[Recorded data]
★ ★ ★ ★ ★

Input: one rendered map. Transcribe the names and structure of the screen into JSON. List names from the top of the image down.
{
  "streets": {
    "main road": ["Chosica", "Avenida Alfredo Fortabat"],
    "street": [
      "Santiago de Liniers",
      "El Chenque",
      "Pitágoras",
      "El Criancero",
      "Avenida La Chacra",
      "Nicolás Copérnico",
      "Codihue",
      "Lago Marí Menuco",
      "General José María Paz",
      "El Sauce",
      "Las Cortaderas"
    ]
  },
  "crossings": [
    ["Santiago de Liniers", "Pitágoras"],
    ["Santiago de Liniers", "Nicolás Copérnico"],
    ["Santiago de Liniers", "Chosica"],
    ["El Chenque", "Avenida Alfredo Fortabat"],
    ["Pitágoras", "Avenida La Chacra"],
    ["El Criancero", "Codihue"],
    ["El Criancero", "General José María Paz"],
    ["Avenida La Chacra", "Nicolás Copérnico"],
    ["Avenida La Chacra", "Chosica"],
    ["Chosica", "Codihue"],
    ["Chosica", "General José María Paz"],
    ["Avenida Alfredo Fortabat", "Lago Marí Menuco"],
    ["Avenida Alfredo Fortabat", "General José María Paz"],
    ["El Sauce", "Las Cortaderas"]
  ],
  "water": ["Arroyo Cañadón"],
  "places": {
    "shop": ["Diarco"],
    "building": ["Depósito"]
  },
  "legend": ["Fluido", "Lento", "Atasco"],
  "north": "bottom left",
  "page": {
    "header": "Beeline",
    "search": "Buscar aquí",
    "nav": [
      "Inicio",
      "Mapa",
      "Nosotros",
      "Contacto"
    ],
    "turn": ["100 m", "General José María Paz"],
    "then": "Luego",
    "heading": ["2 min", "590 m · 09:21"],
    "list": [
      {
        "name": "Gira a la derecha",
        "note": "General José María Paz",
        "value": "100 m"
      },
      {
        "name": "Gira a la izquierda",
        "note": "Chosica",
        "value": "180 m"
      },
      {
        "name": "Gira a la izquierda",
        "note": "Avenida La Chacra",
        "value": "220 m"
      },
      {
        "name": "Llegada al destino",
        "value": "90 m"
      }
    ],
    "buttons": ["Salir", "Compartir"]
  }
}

★ ★ ★ ★ ★

## REQUIREMENT
All entries should be transcribed verbatim.

## ANSWER FOR THE TASK
Input: one rendered map. Transcribe the names and structure of the screen into JSON. List names from the top of the image down.
{
  "streets": {
    "main road": ["Chosica", "Avenida Alfredo Fortabat"],
    "street": [
      "Santiago de Liniers",
      "El Chenque",
      "Pitágoras",
      "El Criancero",
      "Avenida La Chacra",
      "Nicolás Copérnico",
      "Codihue",
      "Lago Marí Menuco",
      "General José María Paz",
      "El Sauce",
      "Las Cortaderas"
    ]
  },
  "crossings": [
    ["Santiago de Liniers", "Pitágoras"],
    ["Santiago de Liniers", "Nicolás Copérnico"],
    ["Santiago de Liniers", "Chosica"],
    ["El Chenque", "Avenida Alfredo Fortabat"],
    ["Pitágoras", "Avenida La Chacra"],
    ["El Criancero", "Codihue"],
    ["El Criancero", "General José María Paz"],
    ["Avenida La Chacra", "Nicolás Copérnico"],
    ["Avenida La Chacra", "Chosica"],
    ["Chosica", "Codihue"],
    ["Chosica", "General José María Paz"],
    ["Avenida Alfredo Fortabat", "Lago Marí Menuco"],
    ["Avenida Alfredo Fortabat", "General José María Paz"],
    ["El Sauce", "Las Cortaderas"]
  ],
  "water": ["Arroyo Cañadón"],
  "places": {
    "shop": ["Diarco"],
    "building": ["Depósito"]
  },
  "legend": ["Fluido", "Lento", "Atasco"],
  "north": "bottom left",
  "page": {
    "header": "Beeline",
    "search": "Buscar aquí",
    "nav": [
      "Inicio",
      "Mapa",
      "Nosotros",
      "Contacto"
    ],
    "turn": ["100 m", "General José María Paz"],
    "then": "Luego",
    "heading": ["2 min", "590 m · 09:21"],
    "list": [
      {
        "name": "Gira a la derecha",
        "note": "General José María Paz",
        "value": "100 m"
      },
      {
        "name": "Gira a la izquierda",
        "note": "Chosica",
        "value": "180 m"
      },
      {
        "name": "Gira a la izquierda",
        "note": "Avenida La Chacra",
        "value": "220 m"
      },
      {
        "name": "Llegada al destino",
        "value": "90 m"
      }
    ],
    "buttons": ["Salir", "Compartir"]
  }
}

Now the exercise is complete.